So if my film had 173 individual digital files or movie clips I would be correct in saying I post processed 173 reels for the movie?

no, those individual source material clips are just called clips or footage clips. 

Reels are the smaller parts the final movie is processed in to make the post processing easier in some workflows like when doing photochemical post. Typical film print reel length is approximately 2000ft which is normally around 20 minutes in the final movie and the last reel is typically shorter because not usually needing the full 2000ft to print that. The final feature length movie can consist of 5 or 6 or 7 reels for example and the finished reels are spliced together to make the final continuous print. In case of digital post workflow and projection one could do the "splicing" before doing the dcp and still process the digital movie picture and audio together in smaller parts before "making the final continuous print out of them". 

raw material film rolls are called rolls in post prod to differentiate them from Reels. the Reels are generally used to mean the finished movie parts and they have the final picture and audio tracks. 

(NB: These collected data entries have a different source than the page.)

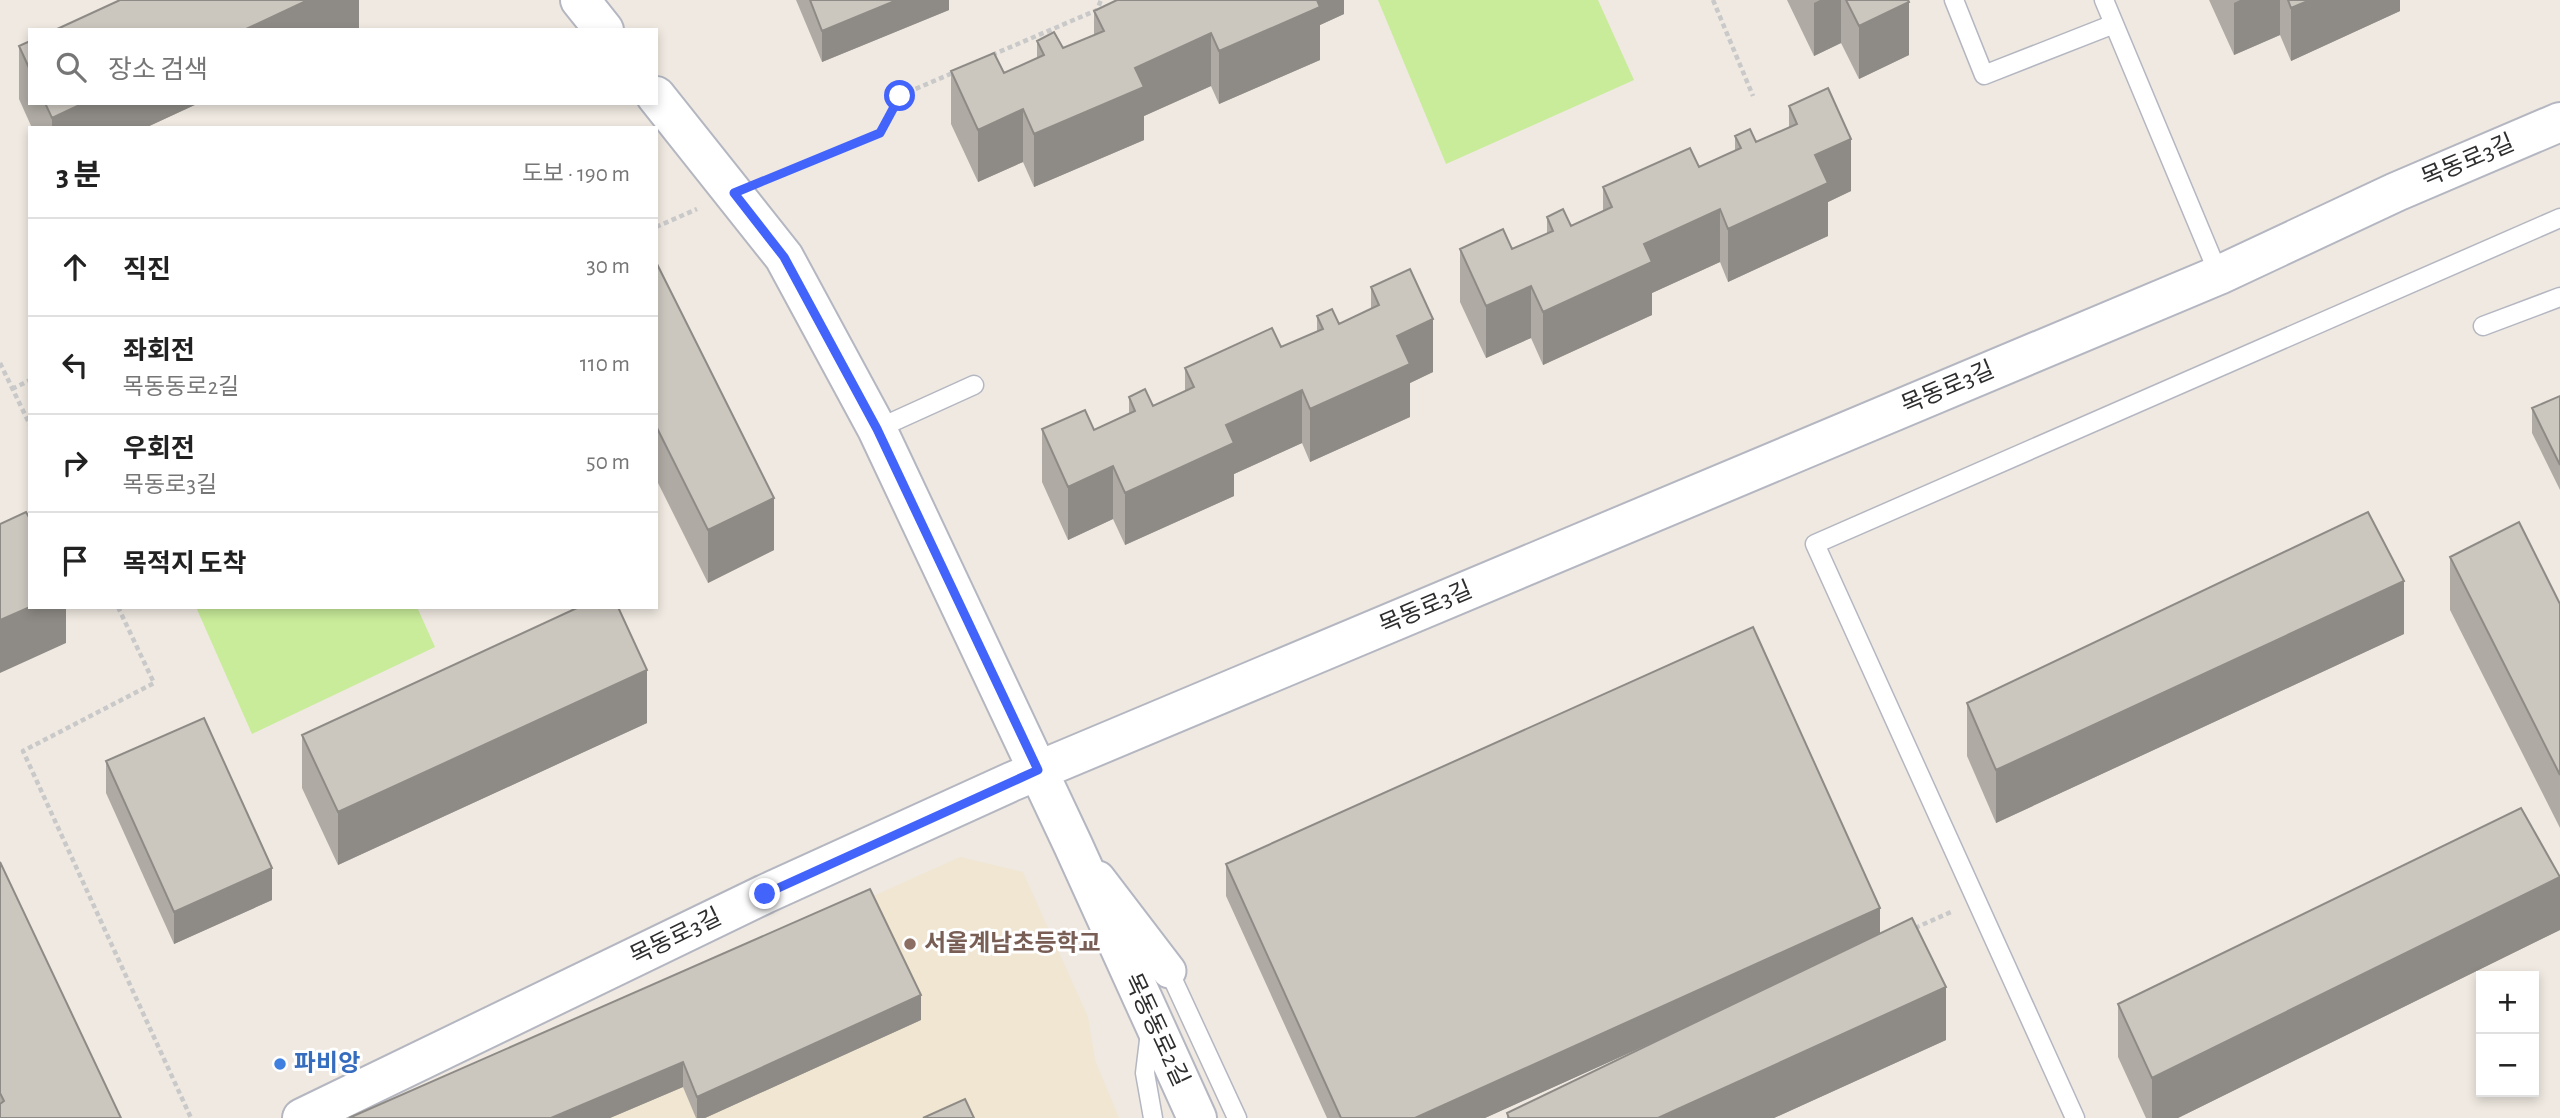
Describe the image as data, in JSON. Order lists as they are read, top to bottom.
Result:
{
  "streets": {
    "street": ["목동로3길", "목동동로2길"]
  },
  "crossings": [
    ["목동로3길", "목동동로2길"]
  ],
  "places": ["서울계남초등학교", "파비앙"],
  "page": {
    "search": "장소 검색",
    "heading": ["3 분", "도보 · 190 m"],
    "list": [
      ["직진", "30 m"],
      ["좌회전", "목동동로2길", "110 m"],
      ["우회전", "목동로3길", "50 m"],
      "목적지 도착"
    ],
    "map_buttons": ["+", "−"]
  }
}
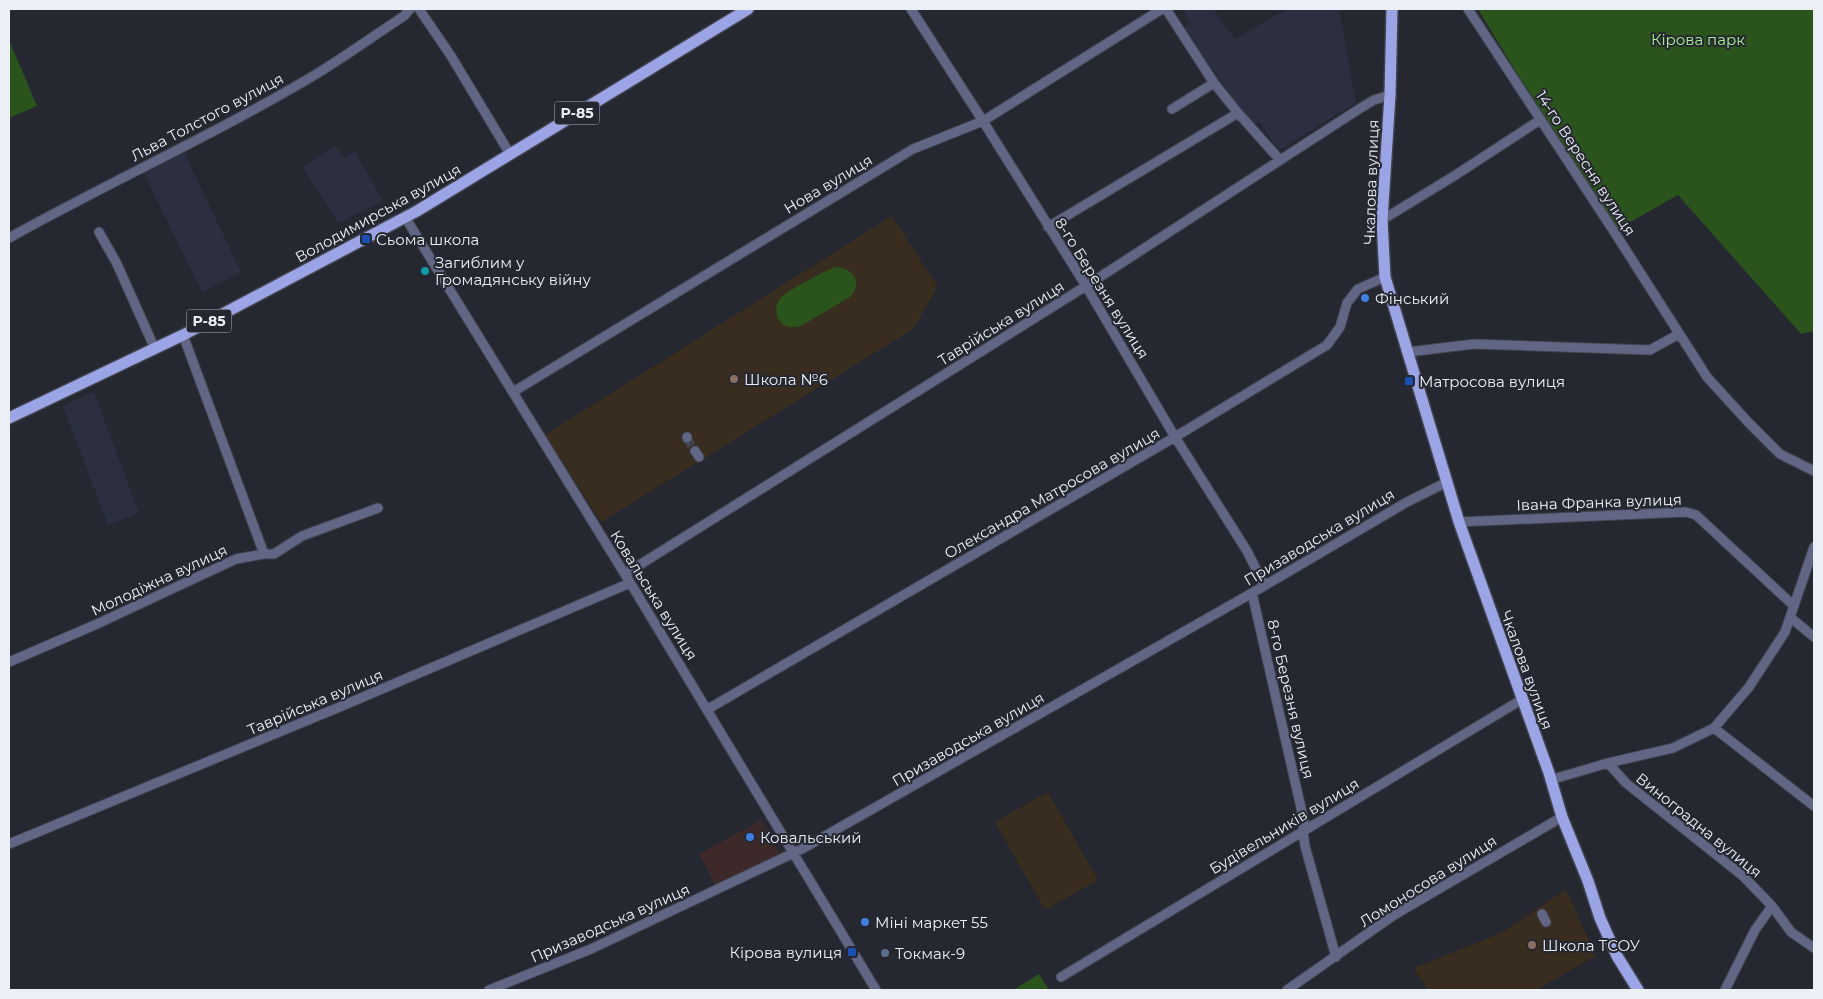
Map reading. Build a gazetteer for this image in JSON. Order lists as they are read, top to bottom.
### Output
{
  "streets": {
    "main road": ["Р-85", "Чкалова вулиця", "Володимирська вулиця"],
    "street": [
      "Льва Толстого вулиця",
      "14-го Вересня вулиця",
      "Нова вулиця",
      "8-го Березня вулиця",
      "Таврійська вулиця",
      "Олександра Матросова вулиця",
      "Івана Франка вулиця",
      "Призаводська вулиця",
      "Молодіжна вулиця",
      "Ковальська вулиця",
      "Виноградна вулиця",
      "Будівельників вулиця",
      "Ломоносова вулиця"
    ]
  },
  "crossings": [
    ["Чкалова вулиця", "Таврійська вулиця"],
    ["Чкалова вулиця", "Олександра Матросова вулиця"],
    ["Чкалова вулиця", "Івана Франка вулиця"],
    ["Чкалова вулиця", "Призаводська вулиця"],
    ["Чкалова вулиця", "Будівельників вулиця"],
    ["Чкалова вулиця", "Ломоносова вулиця"],
    ["Нова вулиця", "8-го Березня вулиця"],
    ["Нова вулиця", "Ковальська вулиця"],
    ["Володимирська вулиця", "Ковальська вулиця"],
    ["8-го Березня вулиця", "Таврійська вулиця"],
    ["8-го Березня вулиця", "Олександра Матросова вулиця"],
    ["8-го Березня вулиця", "Призаводська вулиця"],
    ["8-го Березня вулиця", "Будівельників вулиця"],
    ["8-го Березня вулиця", "Ломоносова вулиця"],
    ["Таврійська вулиця", "Ковальська вулиця"],
    ["Олександра Матросова вулиця", "Ковальська вулиця"],
    ["Призаводська вулиця", "Ковальська вулиця"]
  ],
  "parks": ["Кірова парк"],
  "places": {
    "transit": ["Сьома школа", "Матросова вулиця", "Кірова вулиця"],
    "other": [
      "Загиблим у Громадянську війну",
      "Фінський",
      "Школа №6",
      "Ковальський",
      "Міні маркет 55",
      "Школа ТСОУ",
      "Токмак-9"
    ]
  }
}
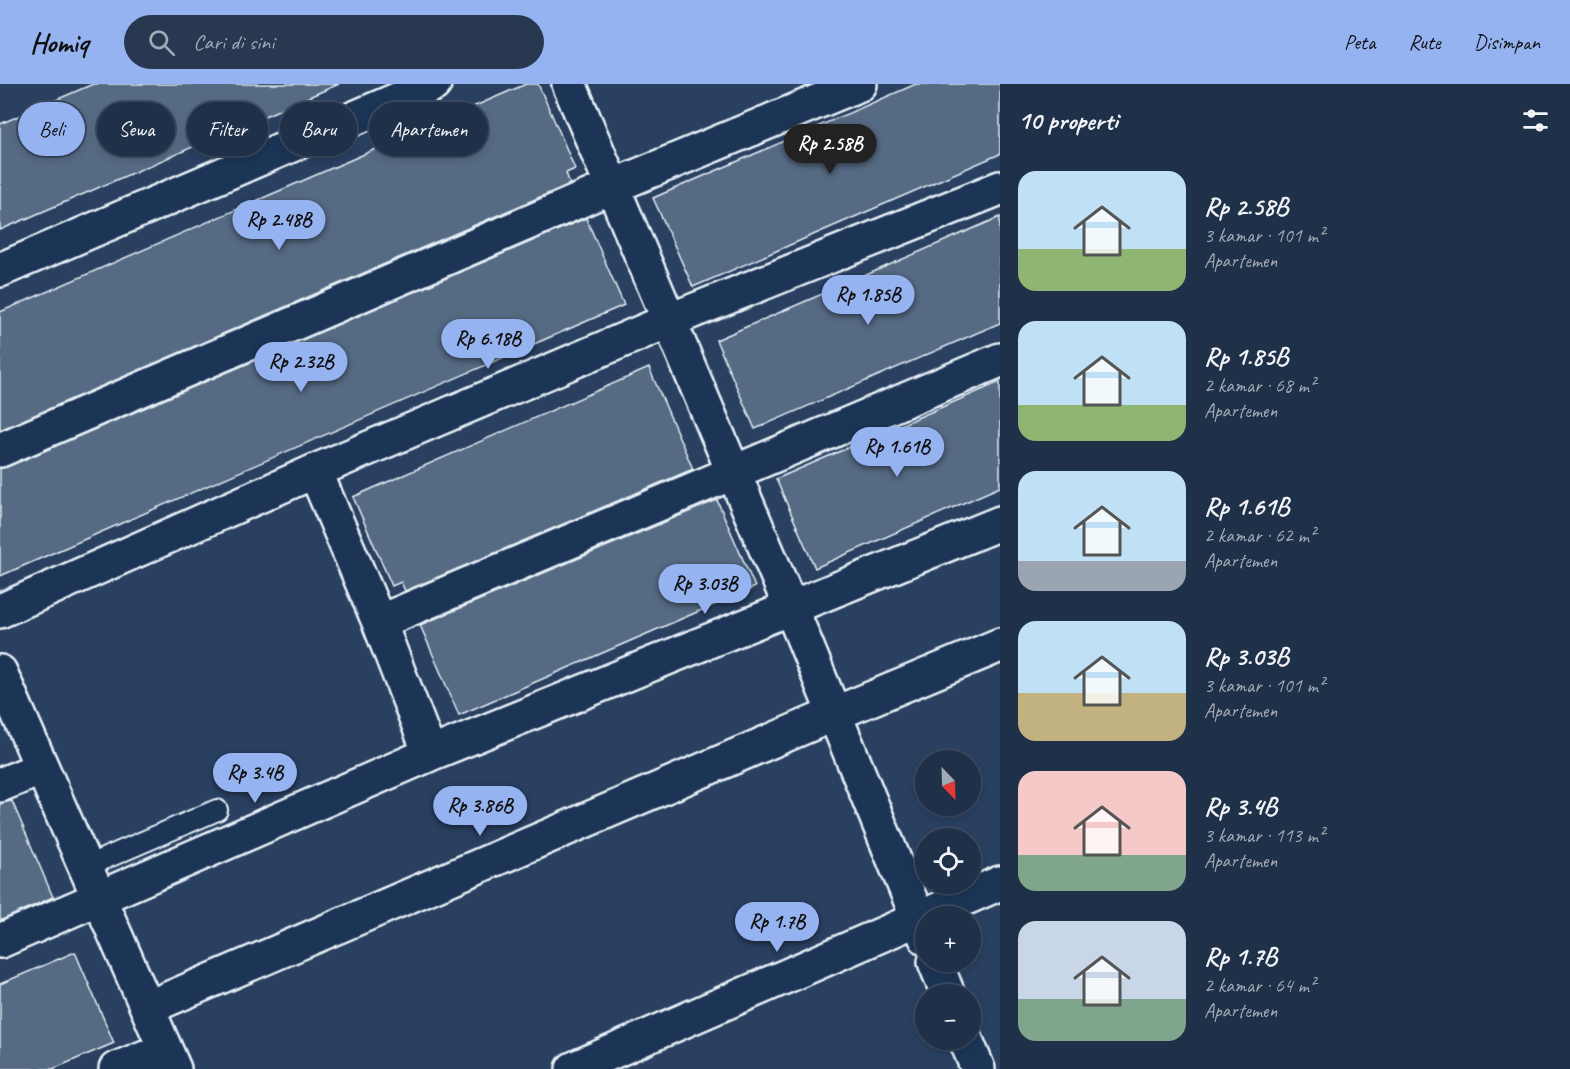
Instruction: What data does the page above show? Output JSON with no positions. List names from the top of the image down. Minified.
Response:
{"north":"bottom right","page":{"header":"Homiq","search":"Cari di sini","nav":["Peta","Rute","Disimpan"],"heading":"10 properti","chip":["Beli","Sewa","Filter","Baru","Apartemen"],"price":["Rp 2.58B","Rp 2.48B","Rp 1.85B","Rp 6.18B","Rp 2.32B","Rp 1.61B","Rp 3.03B","Rp 3.4B","Rp 3.86B","Rp 1.7B"],"list":[{"name":"Rp 2.58B","note":"3 kamar · 101 m² · Apartemen"},{"name":"Rp 1.85B","note":"2 kamar · 68 m² · Apartemen"},{"name":"Rp 1.61B","note":"2 kamar · 62 m² · Apartemen"},{"name":"Rp 3.03B","note":"3 kamar · 101 m² · Apartemen"},{"name":"Rp 3.4B","note":"3 kamar · 113 m² · Apartemen"},{"name":"Rp 1.7B","note":"2 kamar · 64 m² · Apartemen"}],"map_buttons":["+","−"]}}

In case of editing digitally you can edit "reel at a time" so that your movie is divided in smaller parts split to different sequences("timelines") . You can for example do the first 15min of the movie in a sequence, finish and lock the edit and send that 15min part to picture and audio post and start to edit the next "reel" which may be for example 20min or so. Doing the post in this way may be sometimes beneficial if there is lots of post work to be done so that it is necessary to start earlier with some parts of the movie when others are still in editing.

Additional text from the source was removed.